*Items from a dataset*:

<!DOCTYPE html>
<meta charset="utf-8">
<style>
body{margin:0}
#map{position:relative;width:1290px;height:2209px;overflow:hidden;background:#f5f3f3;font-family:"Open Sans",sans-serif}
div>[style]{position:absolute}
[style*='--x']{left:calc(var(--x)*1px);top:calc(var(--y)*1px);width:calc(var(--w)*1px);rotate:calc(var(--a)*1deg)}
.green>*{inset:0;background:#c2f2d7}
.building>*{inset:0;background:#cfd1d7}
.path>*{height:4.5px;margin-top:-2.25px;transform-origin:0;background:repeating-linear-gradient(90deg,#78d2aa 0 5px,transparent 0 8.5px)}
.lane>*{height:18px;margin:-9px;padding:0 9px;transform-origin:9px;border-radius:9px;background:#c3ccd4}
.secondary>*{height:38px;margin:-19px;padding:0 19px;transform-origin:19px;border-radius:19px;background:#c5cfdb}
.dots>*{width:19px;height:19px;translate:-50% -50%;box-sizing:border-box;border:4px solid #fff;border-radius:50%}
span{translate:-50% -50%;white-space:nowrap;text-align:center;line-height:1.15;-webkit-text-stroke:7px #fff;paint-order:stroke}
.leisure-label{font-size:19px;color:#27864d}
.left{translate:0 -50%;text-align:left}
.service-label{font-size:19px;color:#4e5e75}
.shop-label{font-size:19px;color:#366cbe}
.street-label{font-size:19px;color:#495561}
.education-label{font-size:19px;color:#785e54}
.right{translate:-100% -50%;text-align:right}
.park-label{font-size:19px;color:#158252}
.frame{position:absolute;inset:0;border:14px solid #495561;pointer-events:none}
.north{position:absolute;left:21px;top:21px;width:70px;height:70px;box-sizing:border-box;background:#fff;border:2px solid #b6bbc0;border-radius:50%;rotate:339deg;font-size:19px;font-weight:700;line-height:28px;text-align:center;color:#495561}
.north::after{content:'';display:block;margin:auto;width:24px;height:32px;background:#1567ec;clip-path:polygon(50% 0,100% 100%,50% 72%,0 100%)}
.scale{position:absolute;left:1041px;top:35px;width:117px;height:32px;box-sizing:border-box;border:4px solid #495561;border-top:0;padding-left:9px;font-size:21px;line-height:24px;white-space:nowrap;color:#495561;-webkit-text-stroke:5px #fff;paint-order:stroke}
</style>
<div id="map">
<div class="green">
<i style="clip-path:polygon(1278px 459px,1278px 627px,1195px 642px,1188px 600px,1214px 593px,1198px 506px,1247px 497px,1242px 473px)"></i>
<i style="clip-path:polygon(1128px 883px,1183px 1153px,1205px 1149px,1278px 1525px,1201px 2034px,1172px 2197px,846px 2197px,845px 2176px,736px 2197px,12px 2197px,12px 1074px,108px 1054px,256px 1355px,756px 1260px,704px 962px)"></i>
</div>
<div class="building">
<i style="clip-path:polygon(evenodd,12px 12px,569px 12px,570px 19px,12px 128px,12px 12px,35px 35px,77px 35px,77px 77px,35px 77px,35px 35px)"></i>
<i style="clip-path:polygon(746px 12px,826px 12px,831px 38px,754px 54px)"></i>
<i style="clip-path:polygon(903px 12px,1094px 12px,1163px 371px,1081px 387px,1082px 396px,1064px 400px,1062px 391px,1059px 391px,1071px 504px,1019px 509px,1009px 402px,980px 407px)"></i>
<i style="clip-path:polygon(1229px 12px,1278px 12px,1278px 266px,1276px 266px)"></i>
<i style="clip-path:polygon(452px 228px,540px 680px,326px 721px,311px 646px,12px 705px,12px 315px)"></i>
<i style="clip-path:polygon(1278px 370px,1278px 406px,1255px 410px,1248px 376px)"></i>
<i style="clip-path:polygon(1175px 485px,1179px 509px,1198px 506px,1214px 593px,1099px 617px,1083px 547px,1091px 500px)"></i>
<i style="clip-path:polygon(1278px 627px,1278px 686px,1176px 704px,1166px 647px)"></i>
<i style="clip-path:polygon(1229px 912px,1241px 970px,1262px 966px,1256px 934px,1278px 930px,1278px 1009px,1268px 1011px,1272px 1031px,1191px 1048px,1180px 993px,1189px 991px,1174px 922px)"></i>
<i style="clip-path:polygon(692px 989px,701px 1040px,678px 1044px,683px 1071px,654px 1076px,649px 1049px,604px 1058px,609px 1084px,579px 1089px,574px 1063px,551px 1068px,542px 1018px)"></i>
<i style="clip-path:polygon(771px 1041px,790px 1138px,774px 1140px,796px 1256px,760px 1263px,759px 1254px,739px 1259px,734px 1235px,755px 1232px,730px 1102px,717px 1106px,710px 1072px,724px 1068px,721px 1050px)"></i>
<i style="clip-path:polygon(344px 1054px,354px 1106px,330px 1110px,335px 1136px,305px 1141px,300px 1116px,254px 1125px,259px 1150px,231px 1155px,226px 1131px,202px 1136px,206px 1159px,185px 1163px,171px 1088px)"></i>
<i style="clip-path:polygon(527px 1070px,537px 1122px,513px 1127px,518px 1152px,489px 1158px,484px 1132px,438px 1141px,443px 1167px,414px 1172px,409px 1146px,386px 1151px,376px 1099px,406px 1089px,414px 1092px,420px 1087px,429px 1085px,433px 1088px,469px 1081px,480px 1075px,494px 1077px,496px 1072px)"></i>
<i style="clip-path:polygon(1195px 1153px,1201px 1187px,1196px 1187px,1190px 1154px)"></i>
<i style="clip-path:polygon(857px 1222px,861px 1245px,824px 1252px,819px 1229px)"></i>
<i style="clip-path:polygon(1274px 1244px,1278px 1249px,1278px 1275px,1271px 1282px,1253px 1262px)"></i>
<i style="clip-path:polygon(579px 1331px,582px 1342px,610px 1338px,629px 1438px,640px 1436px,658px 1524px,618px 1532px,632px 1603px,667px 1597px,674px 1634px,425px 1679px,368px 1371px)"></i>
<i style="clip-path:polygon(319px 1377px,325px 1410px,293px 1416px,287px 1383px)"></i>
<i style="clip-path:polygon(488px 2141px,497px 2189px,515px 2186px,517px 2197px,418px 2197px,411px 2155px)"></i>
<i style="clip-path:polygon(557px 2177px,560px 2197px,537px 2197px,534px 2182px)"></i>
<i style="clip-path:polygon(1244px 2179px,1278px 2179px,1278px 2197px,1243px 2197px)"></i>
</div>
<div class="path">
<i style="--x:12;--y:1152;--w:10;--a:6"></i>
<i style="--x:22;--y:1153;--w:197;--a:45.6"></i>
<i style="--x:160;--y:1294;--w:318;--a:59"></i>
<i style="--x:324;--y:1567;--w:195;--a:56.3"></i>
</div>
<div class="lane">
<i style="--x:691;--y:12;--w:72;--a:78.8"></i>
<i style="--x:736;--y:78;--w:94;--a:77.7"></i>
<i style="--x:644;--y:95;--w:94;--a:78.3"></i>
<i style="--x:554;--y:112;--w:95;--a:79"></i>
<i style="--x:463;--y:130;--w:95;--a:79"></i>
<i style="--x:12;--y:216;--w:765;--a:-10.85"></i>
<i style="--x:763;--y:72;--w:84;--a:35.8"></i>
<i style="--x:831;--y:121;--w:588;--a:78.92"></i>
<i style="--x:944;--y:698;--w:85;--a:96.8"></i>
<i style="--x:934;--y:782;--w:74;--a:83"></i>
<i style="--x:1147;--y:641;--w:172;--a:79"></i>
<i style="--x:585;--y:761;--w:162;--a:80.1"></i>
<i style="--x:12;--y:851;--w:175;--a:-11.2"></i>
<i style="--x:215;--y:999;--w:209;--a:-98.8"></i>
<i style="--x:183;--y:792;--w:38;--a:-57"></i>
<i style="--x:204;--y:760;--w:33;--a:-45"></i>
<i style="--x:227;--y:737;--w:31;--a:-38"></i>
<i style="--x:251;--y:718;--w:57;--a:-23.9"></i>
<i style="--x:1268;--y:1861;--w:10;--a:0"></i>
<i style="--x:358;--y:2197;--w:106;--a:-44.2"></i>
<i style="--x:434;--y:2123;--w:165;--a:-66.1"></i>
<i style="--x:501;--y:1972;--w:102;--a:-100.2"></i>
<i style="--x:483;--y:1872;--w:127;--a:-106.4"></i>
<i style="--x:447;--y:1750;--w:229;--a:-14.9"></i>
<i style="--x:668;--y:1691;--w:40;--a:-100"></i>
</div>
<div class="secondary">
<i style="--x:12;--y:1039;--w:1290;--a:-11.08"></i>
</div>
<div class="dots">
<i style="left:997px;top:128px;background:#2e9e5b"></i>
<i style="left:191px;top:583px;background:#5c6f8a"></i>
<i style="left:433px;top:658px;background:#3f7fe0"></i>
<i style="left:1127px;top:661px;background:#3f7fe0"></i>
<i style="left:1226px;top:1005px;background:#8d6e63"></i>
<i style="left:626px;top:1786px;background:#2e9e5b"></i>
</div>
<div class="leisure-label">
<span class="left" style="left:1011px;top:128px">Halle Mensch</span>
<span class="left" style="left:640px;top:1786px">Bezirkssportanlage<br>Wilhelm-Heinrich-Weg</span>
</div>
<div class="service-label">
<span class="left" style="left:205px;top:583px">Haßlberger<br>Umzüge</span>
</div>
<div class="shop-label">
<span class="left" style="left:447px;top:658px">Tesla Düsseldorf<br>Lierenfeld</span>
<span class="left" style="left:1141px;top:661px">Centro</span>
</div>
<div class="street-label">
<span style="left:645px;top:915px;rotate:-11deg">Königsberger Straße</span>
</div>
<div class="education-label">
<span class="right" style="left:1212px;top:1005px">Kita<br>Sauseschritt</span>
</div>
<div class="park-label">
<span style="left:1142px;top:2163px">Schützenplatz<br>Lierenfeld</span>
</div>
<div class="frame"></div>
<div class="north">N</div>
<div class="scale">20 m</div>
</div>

*Task prompt*: Among the lines of the preceding data, which ones hold the word "absolute"? List them.

*Solution below*:
div>[style]{position:absolute}
.frame{position:absolute;inset:0;border:14px solid #495561;pointer-events:none}
.north{position:absolute;left:21px;top:21px;width:70px;height:70px;box-sizing:border-box;background:#fff;border:2px solid #b6bbc0;border-radius:50%;rotate:339deg;font-size:19px;font-weight:700;line-height:28px;text-align:center;color:#495561}
.scale{position:absolute;left:1041px;top:35px;width:117px;height:32px;box-sizing:border-box;border:4px solid #495561;border-top:0;padding-left:9px;font-size:21px;line-height:24px;white-space:nowrap;color:#495561;-webkit-text-stroke:5px #fff;paint-order:stroke}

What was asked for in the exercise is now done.